**Supplied data**
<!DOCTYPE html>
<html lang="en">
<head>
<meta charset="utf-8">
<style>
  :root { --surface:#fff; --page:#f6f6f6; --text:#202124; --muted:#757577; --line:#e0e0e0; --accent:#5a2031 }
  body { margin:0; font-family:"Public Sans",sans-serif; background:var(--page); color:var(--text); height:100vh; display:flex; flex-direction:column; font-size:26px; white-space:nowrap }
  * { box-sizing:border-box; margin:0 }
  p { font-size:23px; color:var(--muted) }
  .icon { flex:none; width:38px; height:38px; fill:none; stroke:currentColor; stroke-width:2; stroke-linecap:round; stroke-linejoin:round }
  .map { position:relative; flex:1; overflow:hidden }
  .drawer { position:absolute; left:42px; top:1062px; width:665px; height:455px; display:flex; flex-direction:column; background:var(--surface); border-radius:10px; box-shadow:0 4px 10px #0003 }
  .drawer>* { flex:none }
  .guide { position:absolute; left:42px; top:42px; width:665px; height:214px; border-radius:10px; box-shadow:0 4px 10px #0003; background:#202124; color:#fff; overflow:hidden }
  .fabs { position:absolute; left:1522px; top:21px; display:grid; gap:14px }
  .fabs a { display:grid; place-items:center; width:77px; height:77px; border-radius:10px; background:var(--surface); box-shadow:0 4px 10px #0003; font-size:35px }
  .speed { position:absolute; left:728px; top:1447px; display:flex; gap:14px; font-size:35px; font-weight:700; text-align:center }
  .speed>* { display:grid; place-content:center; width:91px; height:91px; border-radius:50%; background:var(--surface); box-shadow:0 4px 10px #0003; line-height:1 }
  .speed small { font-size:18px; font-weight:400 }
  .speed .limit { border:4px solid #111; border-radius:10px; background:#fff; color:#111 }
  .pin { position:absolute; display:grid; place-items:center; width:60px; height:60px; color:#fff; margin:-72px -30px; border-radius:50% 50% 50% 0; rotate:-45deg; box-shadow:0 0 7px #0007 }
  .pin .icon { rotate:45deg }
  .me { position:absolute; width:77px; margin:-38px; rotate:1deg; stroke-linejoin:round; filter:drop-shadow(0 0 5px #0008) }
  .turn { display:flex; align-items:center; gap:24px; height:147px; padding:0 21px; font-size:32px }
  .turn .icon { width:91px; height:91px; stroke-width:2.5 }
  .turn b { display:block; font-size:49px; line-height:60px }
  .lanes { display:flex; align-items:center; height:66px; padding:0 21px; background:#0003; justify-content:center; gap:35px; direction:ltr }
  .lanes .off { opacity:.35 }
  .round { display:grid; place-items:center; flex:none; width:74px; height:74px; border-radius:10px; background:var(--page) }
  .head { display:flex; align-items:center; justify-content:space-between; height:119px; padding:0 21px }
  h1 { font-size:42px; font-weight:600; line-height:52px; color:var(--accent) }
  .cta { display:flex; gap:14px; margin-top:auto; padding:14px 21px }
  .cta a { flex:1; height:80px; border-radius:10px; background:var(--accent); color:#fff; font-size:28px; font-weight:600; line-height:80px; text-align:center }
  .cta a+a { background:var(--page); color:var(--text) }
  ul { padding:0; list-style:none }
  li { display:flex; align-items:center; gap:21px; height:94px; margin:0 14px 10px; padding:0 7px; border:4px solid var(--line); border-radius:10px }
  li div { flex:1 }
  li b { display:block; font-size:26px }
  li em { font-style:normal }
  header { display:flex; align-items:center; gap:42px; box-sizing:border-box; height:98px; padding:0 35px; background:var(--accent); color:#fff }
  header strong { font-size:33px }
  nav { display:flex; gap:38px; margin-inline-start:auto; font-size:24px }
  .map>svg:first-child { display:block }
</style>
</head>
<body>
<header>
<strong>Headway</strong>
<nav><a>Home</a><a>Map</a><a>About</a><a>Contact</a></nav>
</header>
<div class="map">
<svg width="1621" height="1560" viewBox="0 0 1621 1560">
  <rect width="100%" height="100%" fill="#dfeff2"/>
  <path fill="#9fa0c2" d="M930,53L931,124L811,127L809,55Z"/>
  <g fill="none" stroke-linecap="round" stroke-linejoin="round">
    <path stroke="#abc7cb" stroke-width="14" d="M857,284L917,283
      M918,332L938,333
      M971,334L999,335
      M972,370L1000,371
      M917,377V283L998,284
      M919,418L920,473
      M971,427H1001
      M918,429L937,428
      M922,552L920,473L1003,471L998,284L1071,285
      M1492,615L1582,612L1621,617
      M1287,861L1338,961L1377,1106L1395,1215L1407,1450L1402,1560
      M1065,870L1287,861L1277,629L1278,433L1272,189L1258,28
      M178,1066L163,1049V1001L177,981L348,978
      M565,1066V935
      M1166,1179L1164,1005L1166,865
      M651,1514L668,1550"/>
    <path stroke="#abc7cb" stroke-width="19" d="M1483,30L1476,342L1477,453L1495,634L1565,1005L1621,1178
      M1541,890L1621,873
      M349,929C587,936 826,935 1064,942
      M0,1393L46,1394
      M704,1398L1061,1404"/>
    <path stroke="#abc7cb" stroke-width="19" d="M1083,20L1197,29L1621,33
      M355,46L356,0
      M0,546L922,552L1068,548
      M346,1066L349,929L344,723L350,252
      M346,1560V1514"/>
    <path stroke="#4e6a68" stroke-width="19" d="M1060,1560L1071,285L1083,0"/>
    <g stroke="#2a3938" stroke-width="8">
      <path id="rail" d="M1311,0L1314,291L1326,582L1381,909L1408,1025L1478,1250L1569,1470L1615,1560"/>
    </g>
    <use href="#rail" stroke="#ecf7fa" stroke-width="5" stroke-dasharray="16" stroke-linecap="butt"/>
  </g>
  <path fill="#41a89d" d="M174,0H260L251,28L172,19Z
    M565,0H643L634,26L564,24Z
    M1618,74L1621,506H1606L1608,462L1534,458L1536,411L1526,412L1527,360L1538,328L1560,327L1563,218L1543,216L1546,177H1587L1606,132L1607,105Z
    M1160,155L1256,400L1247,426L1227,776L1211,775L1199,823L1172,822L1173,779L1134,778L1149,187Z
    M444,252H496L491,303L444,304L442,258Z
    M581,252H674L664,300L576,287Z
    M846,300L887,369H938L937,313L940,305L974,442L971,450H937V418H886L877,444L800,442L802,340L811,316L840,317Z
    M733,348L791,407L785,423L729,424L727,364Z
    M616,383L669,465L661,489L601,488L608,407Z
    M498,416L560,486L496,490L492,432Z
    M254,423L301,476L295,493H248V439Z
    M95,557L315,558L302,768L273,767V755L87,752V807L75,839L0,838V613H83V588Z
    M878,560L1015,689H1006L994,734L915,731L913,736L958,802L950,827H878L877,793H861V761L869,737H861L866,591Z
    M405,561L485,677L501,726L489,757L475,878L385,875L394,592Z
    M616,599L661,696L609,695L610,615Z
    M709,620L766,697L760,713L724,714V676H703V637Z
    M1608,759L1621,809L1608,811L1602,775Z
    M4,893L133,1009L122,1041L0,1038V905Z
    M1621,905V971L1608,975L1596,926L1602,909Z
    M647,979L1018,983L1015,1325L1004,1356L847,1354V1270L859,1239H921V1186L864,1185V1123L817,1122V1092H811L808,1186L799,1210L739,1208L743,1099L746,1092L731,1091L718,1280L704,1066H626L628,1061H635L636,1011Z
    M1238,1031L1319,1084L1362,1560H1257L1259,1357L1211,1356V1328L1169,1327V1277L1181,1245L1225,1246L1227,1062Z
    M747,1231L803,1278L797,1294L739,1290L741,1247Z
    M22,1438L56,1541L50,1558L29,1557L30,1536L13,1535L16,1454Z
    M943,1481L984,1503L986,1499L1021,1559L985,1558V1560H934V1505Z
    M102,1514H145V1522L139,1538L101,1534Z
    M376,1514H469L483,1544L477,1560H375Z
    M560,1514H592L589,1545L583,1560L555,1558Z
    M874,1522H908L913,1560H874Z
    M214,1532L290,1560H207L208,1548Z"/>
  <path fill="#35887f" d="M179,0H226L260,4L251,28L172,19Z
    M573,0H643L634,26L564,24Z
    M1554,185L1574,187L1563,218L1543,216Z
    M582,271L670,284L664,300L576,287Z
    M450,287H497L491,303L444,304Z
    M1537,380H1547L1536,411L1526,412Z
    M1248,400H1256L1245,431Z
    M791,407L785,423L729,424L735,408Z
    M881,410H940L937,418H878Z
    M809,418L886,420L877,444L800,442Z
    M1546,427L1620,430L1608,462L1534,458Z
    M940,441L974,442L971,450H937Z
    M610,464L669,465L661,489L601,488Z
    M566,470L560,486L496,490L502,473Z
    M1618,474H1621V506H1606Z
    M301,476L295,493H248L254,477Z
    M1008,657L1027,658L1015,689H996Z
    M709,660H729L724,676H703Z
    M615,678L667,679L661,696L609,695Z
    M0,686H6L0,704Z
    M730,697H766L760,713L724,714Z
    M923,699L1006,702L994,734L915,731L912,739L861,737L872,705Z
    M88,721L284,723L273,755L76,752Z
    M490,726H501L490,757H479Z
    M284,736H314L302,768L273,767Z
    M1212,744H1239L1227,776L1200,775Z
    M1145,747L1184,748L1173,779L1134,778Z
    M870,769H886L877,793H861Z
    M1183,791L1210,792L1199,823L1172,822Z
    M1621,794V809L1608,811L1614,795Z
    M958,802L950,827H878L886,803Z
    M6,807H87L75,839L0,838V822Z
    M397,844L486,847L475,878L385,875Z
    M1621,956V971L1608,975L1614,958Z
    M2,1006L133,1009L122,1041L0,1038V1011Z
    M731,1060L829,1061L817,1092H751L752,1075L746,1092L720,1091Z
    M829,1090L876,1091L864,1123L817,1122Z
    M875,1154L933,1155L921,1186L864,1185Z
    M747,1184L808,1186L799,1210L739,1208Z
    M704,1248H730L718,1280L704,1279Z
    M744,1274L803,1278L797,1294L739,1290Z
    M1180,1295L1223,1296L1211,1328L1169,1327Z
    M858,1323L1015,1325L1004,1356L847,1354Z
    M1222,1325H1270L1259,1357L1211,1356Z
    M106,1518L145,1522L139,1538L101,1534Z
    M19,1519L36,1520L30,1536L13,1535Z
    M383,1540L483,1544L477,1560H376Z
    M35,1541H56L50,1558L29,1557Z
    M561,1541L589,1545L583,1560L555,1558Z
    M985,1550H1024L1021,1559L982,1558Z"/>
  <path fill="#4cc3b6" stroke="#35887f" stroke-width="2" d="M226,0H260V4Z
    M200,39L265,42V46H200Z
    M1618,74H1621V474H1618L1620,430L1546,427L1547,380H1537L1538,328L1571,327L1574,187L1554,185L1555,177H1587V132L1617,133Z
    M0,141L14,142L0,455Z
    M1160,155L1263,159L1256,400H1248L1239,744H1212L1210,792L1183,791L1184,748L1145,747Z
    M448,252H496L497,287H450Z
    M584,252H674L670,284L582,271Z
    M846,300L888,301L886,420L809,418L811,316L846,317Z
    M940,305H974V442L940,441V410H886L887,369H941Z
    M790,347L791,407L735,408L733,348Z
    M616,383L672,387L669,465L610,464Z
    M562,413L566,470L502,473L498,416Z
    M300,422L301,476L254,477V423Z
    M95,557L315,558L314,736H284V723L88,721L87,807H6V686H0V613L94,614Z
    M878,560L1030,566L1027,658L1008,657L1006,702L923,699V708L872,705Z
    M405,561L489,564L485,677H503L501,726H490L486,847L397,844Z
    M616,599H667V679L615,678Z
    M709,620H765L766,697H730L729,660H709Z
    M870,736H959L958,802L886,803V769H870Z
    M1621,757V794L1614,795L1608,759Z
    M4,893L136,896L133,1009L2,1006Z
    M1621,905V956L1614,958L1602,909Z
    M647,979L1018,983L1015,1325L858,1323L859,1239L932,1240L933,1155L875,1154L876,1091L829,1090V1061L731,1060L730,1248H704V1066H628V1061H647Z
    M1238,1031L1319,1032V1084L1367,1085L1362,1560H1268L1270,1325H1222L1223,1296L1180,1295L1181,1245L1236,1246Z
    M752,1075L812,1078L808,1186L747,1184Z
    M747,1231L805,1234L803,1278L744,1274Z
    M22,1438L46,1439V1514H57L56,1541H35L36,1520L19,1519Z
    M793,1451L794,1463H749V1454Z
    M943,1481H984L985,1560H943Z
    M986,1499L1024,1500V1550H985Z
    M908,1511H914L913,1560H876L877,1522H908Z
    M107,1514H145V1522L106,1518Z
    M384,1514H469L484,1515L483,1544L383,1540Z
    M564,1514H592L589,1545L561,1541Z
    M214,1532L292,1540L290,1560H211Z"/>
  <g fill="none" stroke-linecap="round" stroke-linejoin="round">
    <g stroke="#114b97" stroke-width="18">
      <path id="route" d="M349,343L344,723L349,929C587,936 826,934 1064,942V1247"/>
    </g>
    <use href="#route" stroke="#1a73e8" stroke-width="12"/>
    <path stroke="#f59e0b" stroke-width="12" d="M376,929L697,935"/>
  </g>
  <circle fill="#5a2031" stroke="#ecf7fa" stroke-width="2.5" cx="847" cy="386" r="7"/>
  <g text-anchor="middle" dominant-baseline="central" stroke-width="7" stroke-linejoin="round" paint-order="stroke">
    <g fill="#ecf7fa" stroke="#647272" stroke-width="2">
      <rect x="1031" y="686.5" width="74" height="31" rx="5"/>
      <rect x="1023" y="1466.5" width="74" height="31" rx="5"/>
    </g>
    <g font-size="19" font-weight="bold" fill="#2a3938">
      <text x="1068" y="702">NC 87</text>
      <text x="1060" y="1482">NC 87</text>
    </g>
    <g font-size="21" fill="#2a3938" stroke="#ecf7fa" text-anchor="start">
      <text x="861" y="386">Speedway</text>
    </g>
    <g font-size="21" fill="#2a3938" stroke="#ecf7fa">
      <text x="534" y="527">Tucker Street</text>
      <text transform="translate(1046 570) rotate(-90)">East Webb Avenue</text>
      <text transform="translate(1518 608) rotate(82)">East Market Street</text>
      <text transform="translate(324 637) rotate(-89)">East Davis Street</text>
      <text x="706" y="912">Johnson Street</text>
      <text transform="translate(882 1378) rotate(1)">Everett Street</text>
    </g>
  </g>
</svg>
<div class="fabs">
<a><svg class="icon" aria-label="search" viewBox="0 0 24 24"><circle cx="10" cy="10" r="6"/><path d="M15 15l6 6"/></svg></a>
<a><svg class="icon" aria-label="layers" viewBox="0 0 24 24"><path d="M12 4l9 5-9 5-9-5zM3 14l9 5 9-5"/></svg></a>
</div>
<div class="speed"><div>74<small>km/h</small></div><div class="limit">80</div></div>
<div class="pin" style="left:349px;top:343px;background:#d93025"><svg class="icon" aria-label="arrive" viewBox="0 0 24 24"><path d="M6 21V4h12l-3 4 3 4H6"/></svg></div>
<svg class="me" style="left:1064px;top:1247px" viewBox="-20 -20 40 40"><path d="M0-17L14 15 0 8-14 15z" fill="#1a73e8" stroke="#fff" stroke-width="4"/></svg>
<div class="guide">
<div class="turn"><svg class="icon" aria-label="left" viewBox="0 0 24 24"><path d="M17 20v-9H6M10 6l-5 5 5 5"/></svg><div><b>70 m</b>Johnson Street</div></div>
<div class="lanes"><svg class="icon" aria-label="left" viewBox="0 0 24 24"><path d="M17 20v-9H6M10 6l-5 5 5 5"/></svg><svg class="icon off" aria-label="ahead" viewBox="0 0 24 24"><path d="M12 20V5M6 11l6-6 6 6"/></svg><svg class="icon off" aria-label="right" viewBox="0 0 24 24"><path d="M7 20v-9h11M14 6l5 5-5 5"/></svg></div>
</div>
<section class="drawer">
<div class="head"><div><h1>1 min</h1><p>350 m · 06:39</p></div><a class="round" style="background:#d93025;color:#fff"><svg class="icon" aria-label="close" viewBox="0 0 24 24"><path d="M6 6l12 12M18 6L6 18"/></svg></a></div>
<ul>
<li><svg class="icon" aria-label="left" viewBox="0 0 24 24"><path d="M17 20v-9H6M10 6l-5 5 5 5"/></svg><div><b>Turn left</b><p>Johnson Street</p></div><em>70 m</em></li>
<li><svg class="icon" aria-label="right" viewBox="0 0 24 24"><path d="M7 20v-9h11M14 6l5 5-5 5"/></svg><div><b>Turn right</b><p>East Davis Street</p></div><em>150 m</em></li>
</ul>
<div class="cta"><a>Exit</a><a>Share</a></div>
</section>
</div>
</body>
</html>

**What is being asked**
If a line in the entries holds the word "rotate", count it. Report the total only.

**Task result**
7